Copy each line containing "Give" from the listing below.

--- --- ---

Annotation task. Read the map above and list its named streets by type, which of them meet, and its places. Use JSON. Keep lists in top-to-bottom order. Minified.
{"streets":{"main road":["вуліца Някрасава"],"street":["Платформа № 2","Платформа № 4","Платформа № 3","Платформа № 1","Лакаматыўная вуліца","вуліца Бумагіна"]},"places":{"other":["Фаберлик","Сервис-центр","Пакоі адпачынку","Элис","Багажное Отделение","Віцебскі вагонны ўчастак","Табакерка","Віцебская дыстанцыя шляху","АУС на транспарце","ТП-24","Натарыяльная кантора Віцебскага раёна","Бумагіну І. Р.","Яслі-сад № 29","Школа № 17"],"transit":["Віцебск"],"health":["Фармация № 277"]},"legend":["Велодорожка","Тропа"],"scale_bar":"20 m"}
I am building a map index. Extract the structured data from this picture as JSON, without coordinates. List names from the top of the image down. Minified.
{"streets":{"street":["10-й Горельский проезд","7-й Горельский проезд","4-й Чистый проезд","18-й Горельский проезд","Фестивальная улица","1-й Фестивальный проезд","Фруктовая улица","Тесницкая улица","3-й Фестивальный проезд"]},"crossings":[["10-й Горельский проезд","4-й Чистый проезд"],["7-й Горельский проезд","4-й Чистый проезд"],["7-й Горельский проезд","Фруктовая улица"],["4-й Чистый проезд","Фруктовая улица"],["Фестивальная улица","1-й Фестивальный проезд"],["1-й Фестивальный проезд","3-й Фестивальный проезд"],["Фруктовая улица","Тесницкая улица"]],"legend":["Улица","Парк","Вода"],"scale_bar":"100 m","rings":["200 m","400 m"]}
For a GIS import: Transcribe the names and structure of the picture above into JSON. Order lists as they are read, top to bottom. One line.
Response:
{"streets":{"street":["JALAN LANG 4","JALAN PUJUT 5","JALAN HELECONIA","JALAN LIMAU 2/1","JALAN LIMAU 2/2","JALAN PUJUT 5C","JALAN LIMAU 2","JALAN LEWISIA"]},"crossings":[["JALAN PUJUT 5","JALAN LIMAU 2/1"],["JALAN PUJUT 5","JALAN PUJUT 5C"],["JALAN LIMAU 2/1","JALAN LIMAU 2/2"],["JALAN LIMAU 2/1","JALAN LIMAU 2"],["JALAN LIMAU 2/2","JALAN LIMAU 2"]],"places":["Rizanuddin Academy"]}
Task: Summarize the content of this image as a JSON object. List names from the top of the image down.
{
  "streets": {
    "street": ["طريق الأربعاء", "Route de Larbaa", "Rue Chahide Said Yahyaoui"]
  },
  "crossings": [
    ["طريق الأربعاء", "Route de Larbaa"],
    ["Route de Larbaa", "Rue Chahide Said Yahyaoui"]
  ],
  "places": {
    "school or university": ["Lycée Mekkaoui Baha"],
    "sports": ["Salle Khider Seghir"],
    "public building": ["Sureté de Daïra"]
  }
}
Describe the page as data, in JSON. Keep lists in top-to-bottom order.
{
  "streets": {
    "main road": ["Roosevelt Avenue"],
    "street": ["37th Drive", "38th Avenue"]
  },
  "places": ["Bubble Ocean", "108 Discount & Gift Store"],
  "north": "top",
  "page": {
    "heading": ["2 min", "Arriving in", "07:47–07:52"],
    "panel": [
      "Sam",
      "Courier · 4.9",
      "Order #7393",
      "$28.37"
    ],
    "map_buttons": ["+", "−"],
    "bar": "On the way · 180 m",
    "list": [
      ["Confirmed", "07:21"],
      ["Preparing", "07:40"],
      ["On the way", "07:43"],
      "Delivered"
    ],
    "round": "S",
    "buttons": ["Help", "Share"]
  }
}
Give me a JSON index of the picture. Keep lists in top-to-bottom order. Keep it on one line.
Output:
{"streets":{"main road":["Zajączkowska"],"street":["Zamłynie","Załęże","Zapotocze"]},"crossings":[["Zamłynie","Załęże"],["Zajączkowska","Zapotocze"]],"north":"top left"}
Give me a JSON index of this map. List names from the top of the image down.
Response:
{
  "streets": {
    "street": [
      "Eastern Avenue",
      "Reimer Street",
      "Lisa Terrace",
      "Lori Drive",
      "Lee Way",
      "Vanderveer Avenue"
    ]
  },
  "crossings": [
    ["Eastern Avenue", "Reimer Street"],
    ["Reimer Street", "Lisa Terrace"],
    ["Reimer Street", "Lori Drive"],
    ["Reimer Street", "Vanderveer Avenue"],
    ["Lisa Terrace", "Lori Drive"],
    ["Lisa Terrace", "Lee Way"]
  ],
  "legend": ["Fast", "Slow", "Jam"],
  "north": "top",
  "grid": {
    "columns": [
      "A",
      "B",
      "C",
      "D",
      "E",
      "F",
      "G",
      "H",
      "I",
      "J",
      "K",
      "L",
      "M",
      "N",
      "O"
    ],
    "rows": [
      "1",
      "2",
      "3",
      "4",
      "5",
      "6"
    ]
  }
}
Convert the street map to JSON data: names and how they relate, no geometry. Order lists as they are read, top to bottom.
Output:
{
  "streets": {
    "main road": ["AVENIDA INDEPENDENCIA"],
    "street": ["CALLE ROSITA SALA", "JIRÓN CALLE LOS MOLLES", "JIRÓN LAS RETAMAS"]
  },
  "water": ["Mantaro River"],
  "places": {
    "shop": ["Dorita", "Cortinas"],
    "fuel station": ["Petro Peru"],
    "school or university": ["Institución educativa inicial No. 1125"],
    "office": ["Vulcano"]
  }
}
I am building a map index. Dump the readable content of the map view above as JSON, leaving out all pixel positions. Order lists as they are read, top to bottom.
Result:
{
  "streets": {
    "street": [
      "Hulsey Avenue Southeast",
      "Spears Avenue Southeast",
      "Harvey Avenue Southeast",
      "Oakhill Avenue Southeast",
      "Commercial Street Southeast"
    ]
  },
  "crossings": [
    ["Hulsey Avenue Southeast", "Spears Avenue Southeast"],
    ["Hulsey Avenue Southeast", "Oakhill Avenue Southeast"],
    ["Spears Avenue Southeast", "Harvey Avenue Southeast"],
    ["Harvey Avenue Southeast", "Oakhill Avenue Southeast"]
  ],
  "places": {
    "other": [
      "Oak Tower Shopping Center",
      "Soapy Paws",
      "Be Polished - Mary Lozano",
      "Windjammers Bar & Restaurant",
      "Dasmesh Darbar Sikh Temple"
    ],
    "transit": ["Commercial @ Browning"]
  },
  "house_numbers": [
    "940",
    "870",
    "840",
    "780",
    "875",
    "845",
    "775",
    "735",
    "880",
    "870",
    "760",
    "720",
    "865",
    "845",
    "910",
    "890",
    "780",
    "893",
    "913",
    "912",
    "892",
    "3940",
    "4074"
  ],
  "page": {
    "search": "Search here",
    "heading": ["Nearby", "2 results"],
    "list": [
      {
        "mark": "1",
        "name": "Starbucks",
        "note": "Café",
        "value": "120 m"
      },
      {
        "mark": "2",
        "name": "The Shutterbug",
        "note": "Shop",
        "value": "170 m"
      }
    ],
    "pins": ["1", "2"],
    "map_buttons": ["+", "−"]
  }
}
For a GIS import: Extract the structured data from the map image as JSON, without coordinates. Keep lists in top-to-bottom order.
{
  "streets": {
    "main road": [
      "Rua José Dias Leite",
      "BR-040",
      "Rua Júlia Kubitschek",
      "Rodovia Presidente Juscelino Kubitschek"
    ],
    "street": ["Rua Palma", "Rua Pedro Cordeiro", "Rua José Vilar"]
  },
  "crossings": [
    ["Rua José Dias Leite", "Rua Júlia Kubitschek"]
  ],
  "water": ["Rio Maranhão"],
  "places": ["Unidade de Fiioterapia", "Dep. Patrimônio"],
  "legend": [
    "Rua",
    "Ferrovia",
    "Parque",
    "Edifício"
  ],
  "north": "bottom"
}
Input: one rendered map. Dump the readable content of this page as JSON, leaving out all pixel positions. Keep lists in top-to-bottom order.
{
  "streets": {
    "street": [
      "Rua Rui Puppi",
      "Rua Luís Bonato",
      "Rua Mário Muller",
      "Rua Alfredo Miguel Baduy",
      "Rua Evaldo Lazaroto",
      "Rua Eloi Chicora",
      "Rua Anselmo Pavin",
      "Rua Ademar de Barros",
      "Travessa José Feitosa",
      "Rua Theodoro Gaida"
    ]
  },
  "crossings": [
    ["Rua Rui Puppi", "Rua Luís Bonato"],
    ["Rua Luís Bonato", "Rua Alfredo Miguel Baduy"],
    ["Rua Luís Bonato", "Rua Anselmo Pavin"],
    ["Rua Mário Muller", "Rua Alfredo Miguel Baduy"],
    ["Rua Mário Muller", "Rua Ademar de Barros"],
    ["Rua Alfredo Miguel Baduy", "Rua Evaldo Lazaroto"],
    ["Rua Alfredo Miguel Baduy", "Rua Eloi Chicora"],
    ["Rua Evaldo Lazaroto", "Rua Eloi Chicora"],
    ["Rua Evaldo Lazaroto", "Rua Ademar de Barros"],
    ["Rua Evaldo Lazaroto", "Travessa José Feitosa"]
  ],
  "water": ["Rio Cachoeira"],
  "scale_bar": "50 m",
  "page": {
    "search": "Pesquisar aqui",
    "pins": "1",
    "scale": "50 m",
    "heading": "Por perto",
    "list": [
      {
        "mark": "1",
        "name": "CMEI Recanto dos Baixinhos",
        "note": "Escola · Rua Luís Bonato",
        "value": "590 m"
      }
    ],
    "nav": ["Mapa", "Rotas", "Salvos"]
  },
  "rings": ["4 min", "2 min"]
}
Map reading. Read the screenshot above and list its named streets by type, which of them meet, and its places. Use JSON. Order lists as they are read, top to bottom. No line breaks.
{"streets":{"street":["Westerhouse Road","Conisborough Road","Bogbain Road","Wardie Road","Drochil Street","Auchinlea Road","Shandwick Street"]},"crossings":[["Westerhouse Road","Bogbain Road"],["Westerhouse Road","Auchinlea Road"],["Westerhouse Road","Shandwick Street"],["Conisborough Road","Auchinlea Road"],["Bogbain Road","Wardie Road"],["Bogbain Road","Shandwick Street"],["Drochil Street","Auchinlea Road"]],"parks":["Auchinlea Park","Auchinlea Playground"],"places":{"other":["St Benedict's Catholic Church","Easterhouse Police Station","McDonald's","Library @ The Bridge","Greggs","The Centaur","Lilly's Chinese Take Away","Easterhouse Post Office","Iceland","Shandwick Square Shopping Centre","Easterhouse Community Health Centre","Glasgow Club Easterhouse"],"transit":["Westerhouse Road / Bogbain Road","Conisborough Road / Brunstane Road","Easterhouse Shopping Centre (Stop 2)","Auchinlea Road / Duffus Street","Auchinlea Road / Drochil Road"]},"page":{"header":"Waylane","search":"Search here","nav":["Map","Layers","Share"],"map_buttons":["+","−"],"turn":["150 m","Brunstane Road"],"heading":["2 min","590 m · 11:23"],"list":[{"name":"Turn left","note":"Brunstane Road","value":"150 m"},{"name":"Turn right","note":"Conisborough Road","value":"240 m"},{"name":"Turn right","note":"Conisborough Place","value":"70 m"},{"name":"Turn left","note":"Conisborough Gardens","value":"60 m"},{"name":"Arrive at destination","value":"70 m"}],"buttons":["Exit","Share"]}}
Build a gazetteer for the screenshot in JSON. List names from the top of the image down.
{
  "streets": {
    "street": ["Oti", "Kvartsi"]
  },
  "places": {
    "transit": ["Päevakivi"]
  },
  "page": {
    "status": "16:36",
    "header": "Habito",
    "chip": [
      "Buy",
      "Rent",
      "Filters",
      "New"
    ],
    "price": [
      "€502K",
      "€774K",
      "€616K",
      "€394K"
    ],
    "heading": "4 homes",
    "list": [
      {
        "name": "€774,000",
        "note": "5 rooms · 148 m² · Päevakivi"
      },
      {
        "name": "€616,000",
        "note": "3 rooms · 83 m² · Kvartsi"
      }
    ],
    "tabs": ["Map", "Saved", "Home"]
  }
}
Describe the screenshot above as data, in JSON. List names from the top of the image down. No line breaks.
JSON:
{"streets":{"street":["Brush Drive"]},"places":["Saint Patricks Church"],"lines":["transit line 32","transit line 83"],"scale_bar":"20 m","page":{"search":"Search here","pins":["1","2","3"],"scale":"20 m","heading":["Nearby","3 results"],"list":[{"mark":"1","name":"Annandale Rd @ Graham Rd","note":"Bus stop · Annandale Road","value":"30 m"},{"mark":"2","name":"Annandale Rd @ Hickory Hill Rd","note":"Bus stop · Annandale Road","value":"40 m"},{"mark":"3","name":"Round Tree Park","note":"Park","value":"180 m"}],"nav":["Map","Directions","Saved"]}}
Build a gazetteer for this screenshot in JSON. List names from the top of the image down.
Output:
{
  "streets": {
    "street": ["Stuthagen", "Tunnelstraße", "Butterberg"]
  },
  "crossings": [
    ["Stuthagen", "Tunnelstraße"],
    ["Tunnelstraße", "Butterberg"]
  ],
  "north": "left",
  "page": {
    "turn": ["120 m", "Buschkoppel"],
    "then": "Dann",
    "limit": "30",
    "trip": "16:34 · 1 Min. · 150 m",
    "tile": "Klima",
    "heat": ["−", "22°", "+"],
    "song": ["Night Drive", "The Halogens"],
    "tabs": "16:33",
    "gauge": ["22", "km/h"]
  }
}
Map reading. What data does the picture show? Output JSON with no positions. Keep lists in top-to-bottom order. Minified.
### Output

--- --- ---

OUTPUT FOR THIS EXERCISE:
Give me a JSON index of the picture. Keep lists in top-to-bottom order. Keep it on one line.
Give me a JSON index of this map. List names from the top of the image down.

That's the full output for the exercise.